What the exercise asks |
Scan the entries below. List each line with "built".

Collected data entries

* * *

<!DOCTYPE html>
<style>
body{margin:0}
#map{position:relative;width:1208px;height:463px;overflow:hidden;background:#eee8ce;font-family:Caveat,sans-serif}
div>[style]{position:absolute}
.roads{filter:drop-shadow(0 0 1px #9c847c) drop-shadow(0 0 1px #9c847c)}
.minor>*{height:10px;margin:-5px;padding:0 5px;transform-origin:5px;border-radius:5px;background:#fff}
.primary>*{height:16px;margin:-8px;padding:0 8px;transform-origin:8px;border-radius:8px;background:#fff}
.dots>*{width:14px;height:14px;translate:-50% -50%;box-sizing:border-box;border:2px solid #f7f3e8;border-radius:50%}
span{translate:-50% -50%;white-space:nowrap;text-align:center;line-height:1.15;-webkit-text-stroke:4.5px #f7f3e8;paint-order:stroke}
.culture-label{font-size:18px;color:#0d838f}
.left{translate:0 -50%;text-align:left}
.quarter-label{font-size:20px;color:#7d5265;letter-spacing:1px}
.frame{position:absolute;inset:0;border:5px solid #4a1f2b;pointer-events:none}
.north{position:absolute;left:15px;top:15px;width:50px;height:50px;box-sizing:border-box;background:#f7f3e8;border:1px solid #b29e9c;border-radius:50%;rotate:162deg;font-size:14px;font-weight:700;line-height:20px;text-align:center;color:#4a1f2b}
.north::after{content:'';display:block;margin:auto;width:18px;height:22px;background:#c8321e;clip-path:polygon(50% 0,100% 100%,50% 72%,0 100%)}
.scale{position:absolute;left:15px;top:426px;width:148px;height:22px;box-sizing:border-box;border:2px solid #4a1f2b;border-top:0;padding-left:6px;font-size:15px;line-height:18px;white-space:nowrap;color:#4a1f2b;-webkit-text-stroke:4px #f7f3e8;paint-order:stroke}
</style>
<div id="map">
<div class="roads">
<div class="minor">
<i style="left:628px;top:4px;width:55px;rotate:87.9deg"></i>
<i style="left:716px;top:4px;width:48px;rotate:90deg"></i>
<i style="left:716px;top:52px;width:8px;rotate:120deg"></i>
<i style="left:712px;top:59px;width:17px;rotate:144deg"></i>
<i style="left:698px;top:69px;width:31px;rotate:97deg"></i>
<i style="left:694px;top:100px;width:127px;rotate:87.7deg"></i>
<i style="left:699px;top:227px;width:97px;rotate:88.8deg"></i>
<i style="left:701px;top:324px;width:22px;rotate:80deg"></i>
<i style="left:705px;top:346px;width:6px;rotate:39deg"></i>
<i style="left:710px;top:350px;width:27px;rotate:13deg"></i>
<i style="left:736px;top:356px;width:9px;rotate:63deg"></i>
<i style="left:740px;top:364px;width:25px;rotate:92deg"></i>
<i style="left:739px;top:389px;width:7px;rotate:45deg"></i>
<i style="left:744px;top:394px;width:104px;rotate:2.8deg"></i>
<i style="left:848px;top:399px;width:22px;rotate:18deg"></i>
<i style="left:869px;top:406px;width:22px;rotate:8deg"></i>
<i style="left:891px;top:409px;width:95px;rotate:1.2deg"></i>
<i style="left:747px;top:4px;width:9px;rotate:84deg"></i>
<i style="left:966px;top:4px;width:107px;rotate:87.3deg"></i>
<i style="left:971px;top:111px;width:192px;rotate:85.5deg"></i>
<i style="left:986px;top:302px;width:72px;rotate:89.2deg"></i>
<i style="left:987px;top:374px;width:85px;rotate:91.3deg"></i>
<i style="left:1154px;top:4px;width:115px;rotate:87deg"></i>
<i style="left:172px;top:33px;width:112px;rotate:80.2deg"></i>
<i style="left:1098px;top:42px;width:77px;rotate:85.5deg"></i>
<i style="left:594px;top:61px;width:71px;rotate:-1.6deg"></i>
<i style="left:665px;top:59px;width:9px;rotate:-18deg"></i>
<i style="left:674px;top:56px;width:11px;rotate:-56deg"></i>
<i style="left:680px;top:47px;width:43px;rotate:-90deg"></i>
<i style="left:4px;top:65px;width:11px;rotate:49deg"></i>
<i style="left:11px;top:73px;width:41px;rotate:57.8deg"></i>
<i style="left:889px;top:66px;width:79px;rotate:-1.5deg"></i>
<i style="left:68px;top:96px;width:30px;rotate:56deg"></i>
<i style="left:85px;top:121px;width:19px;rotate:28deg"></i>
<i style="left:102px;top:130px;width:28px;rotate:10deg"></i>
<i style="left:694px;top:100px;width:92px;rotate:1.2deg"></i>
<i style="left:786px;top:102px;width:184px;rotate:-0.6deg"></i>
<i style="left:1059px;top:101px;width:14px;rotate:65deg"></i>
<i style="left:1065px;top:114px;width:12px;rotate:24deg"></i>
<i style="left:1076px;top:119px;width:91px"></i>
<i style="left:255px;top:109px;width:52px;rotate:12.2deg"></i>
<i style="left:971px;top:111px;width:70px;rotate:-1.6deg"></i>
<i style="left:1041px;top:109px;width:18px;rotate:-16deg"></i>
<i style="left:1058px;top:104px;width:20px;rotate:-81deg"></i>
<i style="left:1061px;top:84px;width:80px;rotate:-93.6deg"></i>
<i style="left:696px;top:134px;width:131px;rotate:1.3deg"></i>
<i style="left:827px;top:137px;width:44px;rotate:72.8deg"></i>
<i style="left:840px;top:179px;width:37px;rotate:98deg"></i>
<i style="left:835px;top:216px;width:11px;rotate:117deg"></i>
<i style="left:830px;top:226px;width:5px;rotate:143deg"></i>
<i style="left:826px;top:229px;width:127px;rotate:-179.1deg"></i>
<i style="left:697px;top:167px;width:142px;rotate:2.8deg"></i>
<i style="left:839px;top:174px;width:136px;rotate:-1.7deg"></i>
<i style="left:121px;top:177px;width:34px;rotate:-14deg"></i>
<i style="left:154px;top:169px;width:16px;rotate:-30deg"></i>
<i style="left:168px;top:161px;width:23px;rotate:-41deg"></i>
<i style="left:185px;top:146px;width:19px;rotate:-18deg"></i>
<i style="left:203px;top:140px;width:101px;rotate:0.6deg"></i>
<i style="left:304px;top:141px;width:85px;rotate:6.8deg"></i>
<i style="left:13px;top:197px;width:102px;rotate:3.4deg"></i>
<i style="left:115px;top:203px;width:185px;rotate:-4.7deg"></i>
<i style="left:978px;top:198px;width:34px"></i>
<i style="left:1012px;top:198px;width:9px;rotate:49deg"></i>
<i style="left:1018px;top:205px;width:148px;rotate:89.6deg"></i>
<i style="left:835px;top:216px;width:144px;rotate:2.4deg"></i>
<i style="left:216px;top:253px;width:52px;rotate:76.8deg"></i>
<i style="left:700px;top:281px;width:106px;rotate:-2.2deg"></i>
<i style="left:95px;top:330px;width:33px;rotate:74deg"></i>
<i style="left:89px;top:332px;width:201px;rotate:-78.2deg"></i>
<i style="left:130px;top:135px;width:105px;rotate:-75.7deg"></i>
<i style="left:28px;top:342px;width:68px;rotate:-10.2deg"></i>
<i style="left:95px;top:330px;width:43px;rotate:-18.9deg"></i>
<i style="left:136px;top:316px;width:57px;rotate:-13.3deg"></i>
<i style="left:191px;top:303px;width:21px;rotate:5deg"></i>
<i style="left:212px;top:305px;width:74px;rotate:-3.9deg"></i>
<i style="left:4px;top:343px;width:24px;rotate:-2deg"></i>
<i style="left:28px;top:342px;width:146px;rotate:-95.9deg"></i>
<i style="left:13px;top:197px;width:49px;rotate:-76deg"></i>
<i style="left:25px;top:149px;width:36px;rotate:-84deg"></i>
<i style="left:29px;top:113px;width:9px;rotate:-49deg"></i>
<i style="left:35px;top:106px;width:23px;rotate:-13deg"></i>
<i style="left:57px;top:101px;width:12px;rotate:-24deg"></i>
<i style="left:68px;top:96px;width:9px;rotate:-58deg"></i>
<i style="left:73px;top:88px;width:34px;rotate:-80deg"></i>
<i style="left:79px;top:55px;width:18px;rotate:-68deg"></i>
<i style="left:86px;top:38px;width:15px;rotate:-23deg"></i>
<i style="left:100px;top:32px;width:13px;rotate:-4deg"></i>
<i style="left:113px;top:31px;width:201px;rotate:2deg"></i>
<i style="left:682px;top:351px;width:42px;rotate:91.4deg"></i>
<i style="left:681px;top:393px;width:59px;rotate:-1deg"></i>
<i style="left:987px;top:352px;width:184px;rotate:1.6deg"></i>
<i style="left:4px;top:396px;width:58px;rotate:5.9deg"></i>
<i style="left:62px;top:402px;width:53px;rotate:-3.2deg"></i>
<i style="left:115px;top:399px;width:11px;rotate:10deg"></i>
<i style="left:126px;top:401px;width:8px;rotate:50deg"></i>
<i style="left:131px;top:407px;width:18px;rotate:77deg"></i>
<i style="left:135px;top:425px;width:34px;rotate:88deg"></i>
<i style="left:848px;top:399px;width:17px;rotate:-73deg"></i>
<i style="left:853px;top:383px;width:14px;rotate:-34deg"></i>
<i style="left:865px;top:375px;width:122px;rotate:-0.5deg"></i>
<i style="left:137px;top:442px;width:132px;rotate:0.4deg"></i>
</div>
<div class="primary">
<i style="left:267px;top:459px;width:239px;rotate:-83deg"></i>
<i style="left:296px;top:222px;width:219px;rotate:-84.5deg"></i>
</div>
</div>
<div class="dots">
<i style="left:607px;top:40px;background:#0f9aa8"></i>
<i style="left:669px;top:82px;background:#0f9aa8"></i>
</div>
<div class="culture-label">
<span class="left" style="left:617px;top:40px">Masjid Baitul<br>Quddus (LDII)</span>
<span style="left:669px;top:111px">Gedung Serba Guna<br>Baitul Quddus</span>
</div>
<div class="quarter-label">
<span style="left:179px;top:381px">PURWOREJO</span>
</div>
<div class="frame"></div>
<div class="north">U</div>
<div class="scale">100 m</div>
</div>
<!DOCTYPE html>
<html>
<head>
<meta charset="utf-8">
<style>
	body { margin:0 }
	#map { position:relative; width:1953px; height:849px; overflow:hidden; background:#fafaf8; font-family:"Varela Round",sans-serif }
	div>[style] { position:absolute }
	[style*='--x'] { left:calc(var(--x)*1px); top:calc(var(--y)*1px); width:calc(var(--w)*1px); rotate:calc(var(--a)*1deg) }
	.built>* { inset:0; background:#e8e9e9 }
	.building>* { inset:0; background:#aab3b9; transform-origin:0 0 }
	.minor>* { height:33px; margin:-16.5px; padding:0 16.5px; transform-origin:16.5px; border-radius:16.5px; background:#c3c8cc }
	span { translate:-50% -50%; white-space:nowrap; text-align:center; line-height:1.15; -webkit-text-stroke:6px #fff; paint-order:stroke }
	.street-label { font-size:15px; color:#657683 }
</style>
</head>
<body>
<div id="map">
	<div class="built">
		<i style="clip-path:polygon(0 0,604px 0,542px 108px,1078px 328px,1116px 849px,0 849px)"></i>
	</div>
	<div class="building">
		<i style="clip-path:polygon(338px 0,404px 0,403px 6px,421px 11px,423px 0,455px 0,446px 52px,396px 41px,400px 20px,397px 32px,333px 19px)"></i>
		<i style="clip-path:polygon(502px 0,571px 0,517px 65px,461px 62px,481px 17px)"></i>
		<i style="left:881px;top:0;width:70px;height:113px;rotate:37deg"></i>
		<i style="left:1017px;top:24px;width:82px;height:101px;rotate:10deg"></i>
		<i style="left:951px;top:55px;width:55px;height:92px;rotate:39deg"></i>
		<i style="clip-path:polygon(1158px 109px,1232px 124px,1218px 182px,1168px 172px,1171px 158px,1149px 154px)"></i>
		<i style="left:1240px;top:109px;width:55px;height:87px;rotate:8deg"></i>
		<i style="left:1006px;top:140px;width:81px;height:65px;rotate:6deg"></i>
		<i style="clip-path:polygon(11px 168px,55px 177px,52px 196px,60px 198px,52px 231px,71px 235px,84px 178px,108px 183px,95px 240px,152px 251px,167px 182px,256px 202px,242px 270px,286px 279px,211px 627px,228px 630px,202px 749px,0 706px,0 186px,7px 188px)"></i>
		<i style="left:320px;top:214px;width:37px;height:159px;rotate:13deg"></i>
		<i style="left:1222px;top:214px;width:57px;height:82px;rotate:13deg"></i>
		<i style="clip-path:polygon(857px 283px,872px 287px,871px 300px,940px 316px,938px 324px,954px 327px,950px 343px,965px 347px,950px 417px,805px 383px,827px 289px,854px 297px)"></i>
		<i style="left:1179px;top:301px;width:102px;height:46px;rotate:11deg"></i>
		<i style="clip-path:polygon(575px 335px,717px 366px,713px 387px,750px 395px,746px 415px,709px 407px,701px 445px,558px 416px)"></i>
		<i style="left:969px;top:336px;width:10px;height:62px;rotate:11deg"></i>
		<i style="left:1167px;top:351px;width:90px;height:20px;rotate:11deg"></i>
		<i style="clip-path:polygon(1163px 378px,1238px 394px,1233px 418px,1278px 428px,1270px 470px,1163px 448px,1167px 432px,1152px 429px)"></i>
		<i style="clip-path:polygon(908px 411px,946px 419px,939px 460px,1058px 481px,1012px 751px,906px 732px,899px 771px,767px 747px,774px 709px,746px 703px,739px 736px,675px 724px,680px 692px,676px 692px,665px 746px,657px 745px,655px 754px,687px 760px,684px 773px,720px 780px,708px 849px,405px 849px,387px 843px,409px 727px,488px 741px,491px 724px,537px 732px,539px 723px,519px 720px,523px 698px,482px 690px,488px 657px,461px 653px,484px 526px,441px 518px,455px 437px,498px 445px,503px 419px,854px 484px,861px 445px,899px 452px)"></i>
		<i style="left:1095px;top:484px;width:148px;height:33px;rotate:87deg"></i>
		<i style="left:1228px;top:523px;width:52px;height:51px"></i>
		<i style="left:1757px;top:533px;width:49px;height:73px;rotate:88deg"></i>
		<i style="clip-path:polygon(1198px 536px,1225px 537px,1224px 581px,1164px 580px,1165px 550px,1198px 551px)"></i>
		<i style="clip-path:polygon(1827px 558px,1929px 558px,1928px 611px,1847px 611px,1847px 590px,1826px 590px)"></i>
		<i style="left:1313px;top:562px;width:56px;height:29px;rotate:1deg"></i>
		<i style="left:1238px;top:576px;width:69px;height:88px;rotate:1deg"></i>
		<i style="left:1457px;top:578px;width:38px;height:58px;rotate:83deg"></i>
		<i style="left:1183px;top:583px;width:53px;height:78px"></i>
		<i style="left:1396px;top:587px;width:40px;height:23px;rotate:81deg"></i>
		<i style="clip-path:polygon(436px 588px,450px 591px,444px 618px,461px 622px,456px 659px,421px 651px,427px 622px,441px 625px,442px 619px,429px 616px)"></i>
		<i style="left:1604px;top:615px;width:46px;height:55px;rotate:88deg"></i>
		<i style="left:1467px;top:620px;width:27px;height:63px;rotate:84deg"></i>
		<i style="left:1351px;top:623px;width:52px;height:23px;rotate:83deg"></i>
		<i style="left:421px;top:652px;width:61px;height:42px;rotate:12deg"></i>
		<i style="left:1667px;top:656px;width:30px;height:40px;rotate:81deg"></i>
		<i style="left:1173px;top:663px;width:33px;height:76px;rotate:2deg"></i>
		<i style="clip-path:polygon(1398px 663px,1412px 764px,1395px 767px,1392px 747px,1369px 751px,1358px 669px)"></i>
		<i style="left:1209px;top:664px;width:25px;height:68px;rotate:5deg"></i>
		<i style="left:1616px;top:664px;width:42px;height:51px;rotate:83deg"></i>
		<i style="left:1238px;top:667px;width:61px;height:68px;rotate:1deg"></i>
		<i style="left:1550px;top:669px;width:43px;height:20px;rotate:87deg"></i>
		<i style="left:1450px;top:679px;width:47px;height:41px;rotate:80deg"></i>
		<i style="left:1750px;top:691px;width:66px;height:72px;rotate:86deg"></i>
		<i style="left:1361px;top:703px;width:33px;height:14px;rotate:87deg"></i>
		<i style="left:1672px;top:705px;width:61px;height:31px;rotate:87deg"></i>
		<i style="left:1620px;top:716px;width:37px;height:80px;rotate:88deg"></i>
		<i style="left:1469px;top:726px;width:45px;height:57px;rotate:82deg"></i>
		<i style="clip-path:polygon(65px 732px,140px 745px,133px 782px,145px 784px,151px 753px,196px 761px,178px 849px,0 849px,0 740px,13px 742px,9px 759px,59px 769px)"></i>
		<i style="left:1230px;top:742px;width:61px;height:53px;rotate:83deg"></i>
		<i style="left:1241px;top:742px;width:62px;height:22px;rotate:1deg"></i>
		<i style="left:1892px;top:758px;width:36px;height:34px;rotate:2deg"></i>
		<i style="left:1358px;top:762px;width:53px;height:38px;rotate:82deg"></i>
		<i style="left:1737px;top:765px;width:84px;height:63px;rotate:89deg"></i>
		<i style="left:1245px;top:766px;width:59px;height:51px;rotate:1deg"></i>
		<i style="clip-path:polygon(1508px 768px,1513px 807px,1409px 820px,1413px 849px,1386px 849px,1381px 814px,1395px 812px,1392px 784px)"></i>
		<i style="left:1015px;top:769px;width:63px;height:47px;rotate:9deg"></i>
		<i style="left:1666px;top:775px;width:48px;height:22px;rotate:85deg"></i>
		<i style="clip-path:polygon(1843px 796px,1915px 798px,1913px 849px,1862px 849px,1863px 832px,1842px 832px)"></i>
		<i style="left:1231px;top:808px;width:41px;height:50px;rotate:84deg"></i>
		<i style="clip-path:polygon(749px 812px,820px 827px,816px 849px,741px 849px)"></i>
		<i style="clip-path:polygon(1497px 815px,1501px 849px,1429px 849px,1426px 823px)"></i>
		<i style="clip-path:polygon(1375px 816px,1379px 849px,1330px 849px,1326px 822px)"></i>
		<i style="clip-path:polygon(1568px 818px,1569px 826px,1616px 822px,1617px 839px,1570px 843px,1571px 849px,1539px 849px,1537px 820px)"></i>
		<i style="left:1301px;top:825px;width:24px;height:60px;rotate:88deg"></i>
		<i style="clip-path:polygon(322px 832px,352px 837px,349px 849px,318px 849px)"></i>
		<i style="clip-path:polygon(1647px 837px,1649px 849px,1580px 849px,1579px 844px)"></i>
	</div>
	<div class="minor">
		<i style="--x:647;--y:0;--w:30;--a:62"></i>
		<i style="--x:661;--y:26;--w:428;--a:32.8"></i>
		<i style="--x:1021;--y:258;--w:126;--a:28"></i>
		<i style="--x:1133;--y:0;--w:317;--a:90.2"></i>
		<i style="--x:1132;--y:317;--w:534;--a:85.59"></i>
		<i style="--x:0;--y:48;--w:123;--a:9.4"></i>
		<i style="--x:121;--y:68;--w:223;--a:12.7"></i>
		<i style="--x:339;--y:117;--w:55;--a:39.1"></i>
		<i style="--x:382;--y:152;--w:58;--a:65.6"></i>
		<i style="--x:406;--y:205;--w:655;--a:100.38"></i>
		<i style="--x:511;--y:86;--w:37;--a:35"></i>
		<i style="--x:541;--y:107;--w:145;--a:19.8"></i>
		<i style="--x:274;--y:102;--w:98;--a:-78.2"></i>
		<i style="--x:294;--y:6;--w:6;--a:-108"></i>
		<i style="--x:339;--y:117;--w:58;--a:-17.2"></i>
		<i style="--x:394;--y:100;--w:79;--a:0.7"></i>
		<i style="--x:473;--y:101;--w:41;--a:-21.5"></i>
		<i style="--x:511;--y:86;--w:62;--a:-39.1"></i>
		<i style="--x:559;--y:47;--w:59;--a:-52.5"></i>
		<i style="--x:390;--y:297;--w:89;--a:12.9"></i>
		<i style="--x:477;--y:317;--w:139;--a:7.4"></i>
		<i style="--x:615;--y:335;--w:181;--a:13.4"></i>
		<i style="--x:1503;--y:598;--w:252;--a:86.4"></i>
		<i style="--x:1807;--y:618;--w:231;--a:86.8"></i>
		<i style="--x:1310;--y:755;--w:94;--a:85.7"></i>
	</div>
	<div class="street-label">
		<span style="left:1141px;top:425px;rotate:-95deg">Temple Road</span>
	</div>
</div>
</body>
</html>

* * *

Exercise answer |
	.built>* { inset:0; background:#e8e9e9 }
	<div class="built">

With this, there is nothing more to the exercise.